Russian agri-food imports sanctions: FoodDrinkEurope is vocal about the challenges of the industry
In early August, Russia announced sanctions vis-à-vis agri-food products from the EU, the US, Australia, Canada, and Norway, with immediate effect and for a duration of 12 months. From the moment the Russian food import ban entered into force, FoodDrinkEurope has leveraged several key media opportunities to share the industry’s views on this challenge for the EU food and drink industry.

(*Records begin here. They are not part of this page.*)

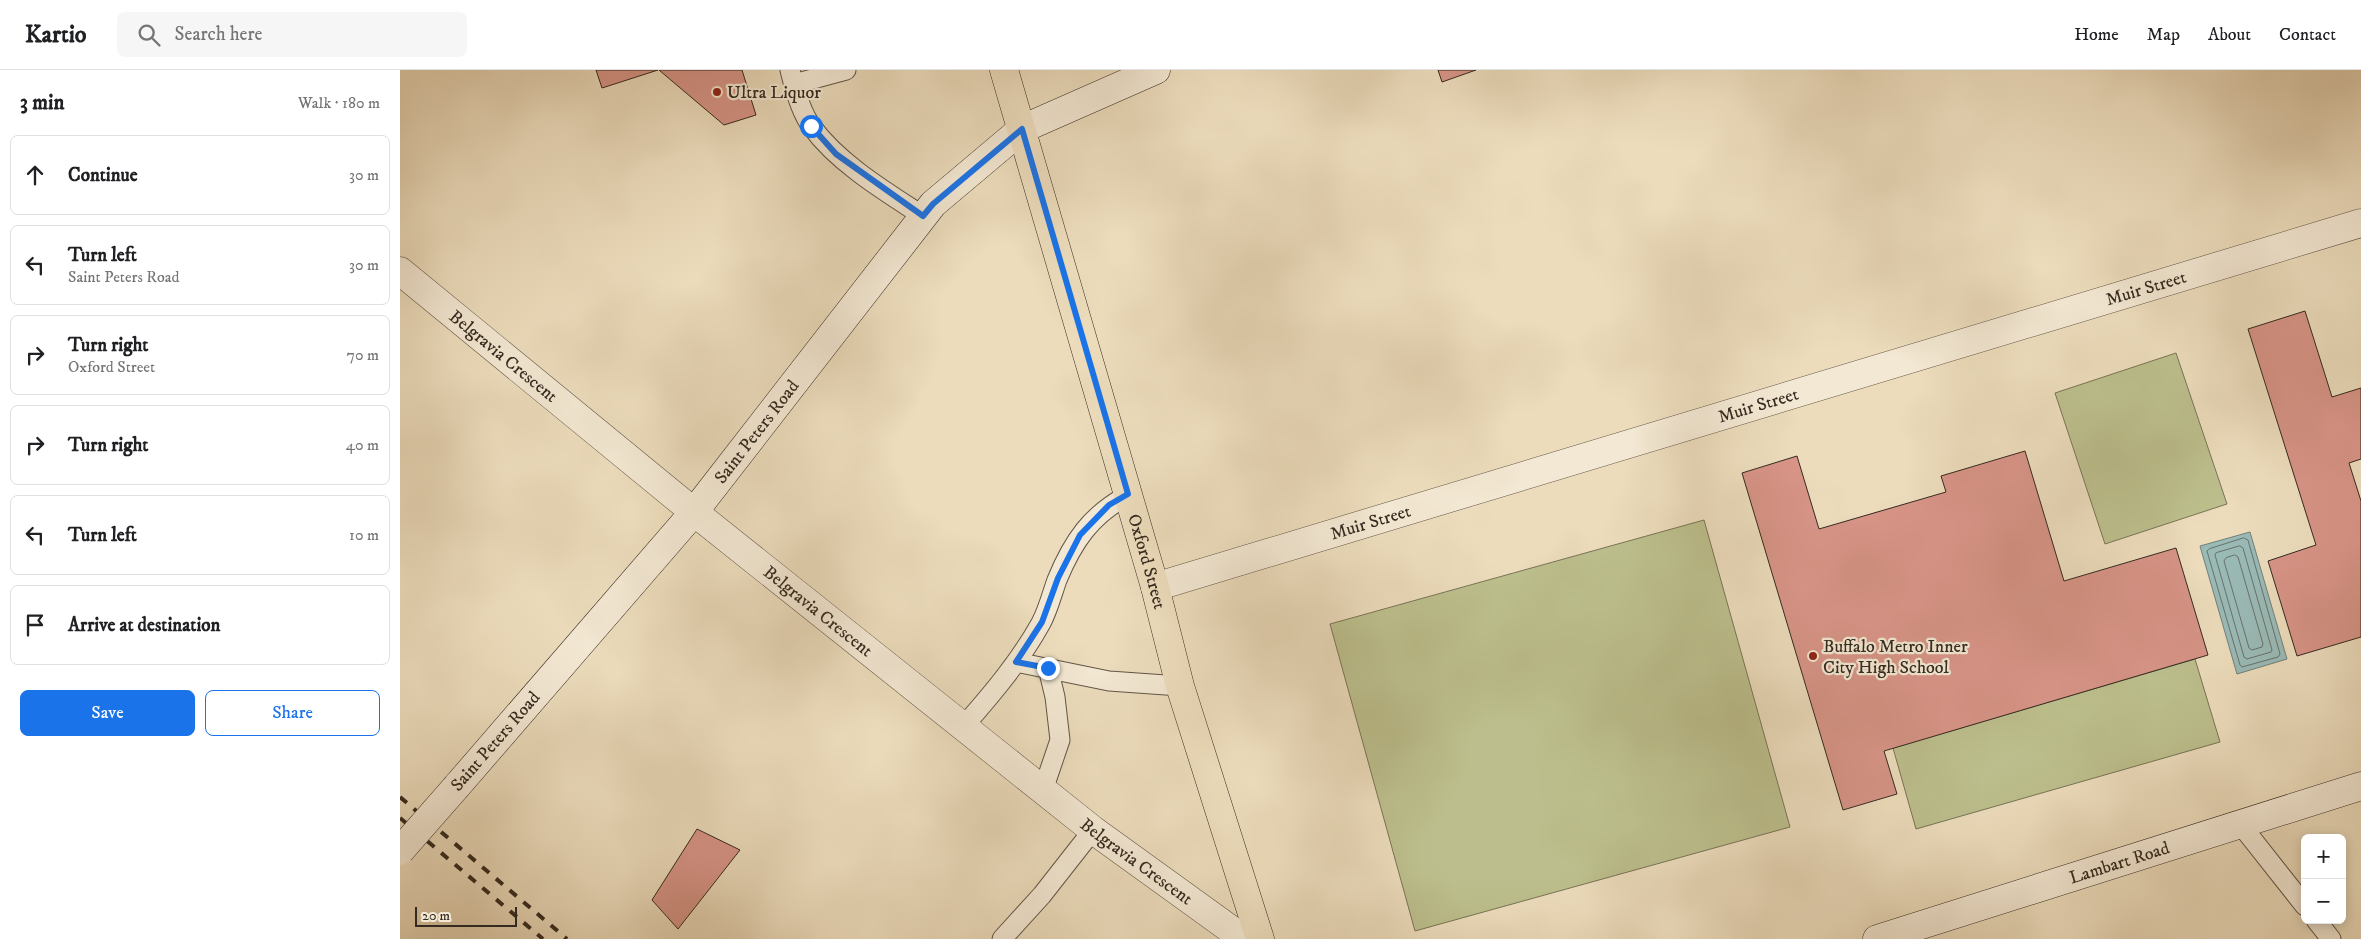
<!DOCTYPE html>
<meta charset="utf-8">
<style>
:root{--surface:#fff;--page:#f6f6f6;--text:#202124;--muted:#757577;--line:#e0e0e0;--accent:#1a73e8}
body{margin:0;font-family:"IM FELL DW Pica",serif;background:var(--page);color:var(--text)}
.controls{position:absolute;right:15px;bottom:15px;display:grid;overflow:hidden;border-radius:8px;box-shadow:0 2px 12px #0003}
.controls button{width:45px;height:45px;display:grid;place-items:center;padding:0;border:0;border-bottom:1px solid var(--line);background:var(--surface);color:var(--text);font:25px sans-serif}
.scale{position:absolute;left:15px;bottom:12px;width:102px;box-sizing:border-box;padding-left:5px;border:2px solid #342a20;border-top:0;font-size:14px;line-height:18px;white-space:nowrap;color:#342a20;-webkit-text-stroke:4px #f3e8d3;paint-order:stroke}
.stop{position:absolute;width:15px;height:15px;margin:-11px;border:4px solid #1a73e8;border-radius:50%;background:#fff}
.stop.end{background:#1a73e8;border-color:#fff;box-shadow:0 1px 5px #0008}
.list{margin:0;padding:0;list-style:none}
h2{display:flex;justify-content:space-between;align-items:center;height:65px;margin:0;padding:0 20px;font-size:21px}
h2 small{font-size:16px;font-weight:400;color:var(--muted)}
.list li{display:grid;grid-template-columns:32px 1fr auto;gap:15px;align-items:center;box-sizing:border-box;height:80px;margin:0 10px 10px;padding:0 10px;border:1px solid var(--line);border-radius:8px}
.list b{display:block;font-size:19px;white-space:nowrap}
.list p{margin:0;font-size:16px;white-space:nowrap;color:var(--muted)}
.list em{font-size:16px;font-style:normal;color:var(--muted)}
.actions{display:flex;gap:10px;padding:15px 20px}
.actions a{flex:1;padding:11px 0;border:1px solid var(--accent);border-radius:8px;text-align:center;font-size:18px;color:var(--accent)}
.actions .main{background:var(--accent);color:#fff}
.icon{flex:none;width:28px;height:28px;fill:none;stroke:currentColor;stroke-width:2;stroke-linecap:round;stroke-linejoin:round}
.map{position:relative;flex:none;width:1961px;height:869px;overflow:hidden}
header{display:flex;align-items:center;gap:30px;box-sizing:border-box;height:70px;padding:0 25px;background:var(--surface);border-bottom:1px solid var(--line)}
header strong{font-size:24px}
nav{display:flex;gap:28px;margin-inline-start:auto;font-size:18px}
.search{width:350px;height:45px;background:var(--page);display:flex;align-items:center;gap:12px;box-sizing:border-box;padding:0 18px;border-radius:8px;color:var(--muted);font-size:19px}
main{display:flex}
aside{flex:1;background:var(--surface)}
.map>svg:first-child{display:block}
</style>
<header>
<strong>Kartio</strong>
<div class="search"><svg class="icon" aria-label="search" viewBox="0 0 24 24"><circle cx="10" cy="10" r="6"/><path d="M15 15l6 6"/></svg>Search here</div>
<nav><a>Home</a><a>Map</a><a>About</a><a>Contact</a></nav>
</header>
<main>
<aside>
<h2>3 min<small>Walk · 180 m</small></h2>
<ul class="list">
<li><svg class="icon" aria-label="ahead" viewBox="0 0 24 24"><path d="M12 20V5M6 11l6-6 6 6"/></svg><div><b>Continue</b></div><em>30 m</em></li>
<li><svg class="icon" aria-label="left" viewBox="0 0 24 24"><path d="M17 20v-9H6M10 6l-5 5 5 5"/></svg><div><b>Turn left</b><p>Saint Peters Road</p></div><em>30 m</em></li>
<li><svg class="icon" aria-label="right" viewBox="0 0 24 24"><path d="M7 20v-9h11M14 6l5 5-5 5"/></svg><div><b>Turn right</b><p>Oxford Street</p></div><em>70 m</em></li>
<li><svg class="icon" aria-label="right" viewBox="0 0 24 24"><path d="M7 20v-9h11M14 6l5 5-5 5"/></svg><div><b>Turn right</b></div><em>40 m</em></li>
<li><svg class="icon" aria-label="left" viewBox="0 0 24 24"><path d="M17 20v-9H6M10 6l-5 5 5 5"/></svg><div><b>Turn left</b></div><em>10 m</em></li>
<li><svg class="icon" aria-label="arrive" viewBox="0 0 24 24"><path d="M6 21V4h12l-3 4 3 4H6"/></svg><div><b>Arrive at destination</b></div></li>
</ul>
<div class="actions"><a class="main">Save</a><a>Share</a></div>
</aside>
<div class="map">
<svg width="1961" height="869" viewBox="0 0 1961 869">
<rect width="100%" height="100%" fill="#ecdcbc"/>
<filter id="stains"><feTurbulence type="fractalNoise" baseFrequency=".004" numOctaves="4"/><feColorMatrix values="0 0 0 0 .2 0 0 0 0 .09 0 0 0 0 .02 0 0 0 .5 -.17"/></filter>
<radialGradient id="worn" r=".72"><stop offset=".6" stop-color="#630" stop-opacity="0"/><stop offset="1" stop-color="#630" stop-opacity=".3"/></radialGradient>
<!-- green -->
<path fill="#bcbf8d" stroke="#787456" d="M1776,283L1827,434L1705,474L1655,323Z
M1304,450L1390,757L1015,861L930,554Z
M1795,589L1820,672L1516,759L1493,678Z"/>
<!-- water -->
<path fill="#9abab6" stroke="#71807a" d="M1850,462L1887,589L1837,604L1800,476Z"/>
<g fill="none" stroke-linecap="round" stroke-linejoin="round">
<!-- shore -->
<path stroke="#67726b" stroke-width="1" d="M1844,468L1848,470L1880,584L1878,587L1842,597L1840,595L1807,481L1809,479Z
M1840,476L1843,478L1872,580L1871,582L1847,589L1844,587L1815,485L1816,483Z
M1835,485L1838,487L1863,574L1862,577L1852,580L1849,578L1824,491L1826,488Z"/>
</g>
<!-- building -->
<path fill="#d79487" stroke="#342a20" d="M196,0H258L202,18Z
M259,0H342L356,45L324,55Z
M1038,0H1076L1042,12Z
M1905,241L1932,327L1961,318V389L1949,393L1961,431V567L1897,586L1868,491L1916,475L1848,259Z
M1625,381L1664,511L1776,478L1808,585L1484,681L1497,724L1443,740L1342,403L1397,386L1419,459L1546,422L1541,406Z
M297,759L340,780L278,859L252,830Z"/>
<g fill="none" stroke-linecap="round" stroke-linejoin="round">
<defs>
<path id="lane" d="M390,0C394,17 402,44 412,57C438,93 486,122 523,146
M394,14L446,0
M616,592L709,611L780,616
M563,657C592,624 620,591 641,553C648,540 652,524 657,510C673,471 691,445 728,425
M643,720L660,670L655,627L648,598
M1841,755L1905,836
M1916,850L1931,869
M602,869L642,825L693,760"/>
<g id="street">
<path id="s1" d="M0,201L294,442L693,760L844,869"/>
<path id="s2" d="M755,517L1961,153"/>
</g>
<g id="secondary">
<path id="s3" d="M57,716L294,442L533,134L622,59L756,0"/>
<path id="s4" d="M1477,869L1961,716"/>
</g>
<g id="primary">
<path id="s5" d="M604,0L755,517L780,616L860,869"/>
</g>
</defs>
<!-- lane casing -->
<use href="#lane" stroke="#625647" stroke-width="21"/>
<!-- street casing -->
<use href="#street" stroke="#625647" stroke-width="29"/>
<!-- secondary casing -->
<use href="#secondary" stroke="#342a20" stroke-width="29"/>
<!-- primary casing -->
<use href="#primary" stroke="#342a20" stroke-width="29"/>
<!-- lane -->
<use href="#lane" stroke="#f3e8d3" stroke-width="19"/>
<!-- street -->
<use href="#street" stroke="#f3e8d3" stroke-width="28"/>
<!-- secondary -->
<use href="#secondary" stroke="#f3e8d3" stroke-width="28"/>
<!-- primary -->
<use href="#primary" stroke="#ecdcbc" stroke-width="28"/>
<!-- rail -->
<path stroke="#342a20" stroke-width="4" stroke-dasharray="9 9" stroke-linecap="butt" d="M0,727L167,869
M0,748L143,869"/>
<defs>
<path id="secondary-bridge" d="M0,781L57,716"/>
</defs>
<!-- secondary-bridge casing -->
<use href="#secondary-bridge" stroke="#342a20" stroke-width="29" stroke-linecap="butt"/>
<!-- secondary-bridge -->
<use href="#secondary-bridge" stroke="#f3e8d3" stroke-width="28"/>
</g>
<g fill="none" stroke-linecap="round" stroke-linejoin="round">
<!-- route -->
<path stroke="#1a73e8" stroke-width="6" d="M411,56L436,84L523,146L533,134L622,59L728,424L709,435L680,465L658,508L642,552L616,592L648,598"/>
</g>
<!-- markers -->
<g fill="#8f2418" stroke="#f3e8d3" stroke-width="2">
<circle cx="317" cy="22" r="5"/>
<circle cx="1413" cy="586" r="5"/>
</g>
<g text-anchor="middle" stroke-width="4.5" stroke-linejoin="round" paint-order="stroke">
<!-- poi labels -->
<g font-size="18" fill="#342a20" stroke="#f3e8d3" text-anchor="start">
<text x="327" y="28">Ultra Liquor</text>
<text x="1423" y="582">Buffalo Metro Inner<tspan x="1423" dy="21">City High School</tspan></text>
</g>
<!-- street labels -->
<g font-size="18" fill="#342a20" stroke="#f3e8d3">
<text dy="6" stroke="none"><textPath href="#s2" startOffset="1035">Muir Street</textPath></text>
<text dy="6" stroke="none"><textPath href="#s1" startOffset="134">Belgravia Crescent</textPath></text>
<text dy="6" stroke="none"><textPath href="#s2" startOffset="630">Muir Street</textPath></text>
<text dy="6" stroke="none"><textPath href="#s3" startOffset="464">Saint Peters Road</textPath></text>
<text dy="6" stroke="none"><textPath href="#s2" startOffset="225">Muir Street</textPath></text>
<text dy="6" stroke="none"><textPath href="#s5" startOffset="512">Oxford Street</textPath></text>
<text dy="6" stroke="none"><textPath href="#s1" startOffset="539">Belgravia Crescent</textPath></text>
<text transform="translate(95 671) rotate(-49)" y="6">Saint Peters Road</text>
<text dy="6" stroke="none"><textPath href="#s1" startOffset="944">Belgravia Crescent</textPath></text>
<text dy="6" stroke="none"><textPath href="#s4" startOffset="254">Lambart Road</textPath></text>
</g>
</g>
<rect width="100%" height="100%" filter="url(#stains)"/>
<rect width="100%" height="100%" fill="url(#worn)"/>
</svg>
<div class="controls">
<button>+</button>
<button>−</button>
</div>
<div class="scale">20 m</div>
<div class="stop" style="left:411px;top:56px"></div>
<div class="stop end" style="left:648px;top:598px"></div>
</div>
</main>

Russia is the second biggest export market for the European food and drink industry after the U.S., with an annual export value of €8.3 billion. According to FoodDrinkEurope’s assessment, the Russian ban directly affects around 40% of European food exports to Russia, equivalent to an export value of €3.6 billion. The main product categories affected are: dairy (€1.3 billion), fruit (€1.3 billion), meat and sausages (€1.2 billion), vegetables (€0.8 billion), food preparations (€0.5 billion), and fisheries products (€0.1 billion).
FoodDrinkEurope’s Director General, Mella Frewen, wrote to the Financial Times to express the industry’s concern about these developments and urged political leaders to seek resolution to the Russian food import ban and to ensure minimum impact on agri-food sector. Mella Frewen’s letter was published in the newspaper on the 15th of August.
Florence Ranson, Communications Director, also spoke to key global media about this topic. With interviews on BBC World News and CNN, Florence Ranson highlighted the importance of the Russian market to the EU and the fact that the sector consequently now faces a significant new challenge with one of its key export markets. FoodDrinkEurope also had the opportunity to have comments featured in media outlets from all over the world, such as the Spanish leading newspaper El Pais and the Australian Broadcasting Australian Broadcasting Corporation, among others.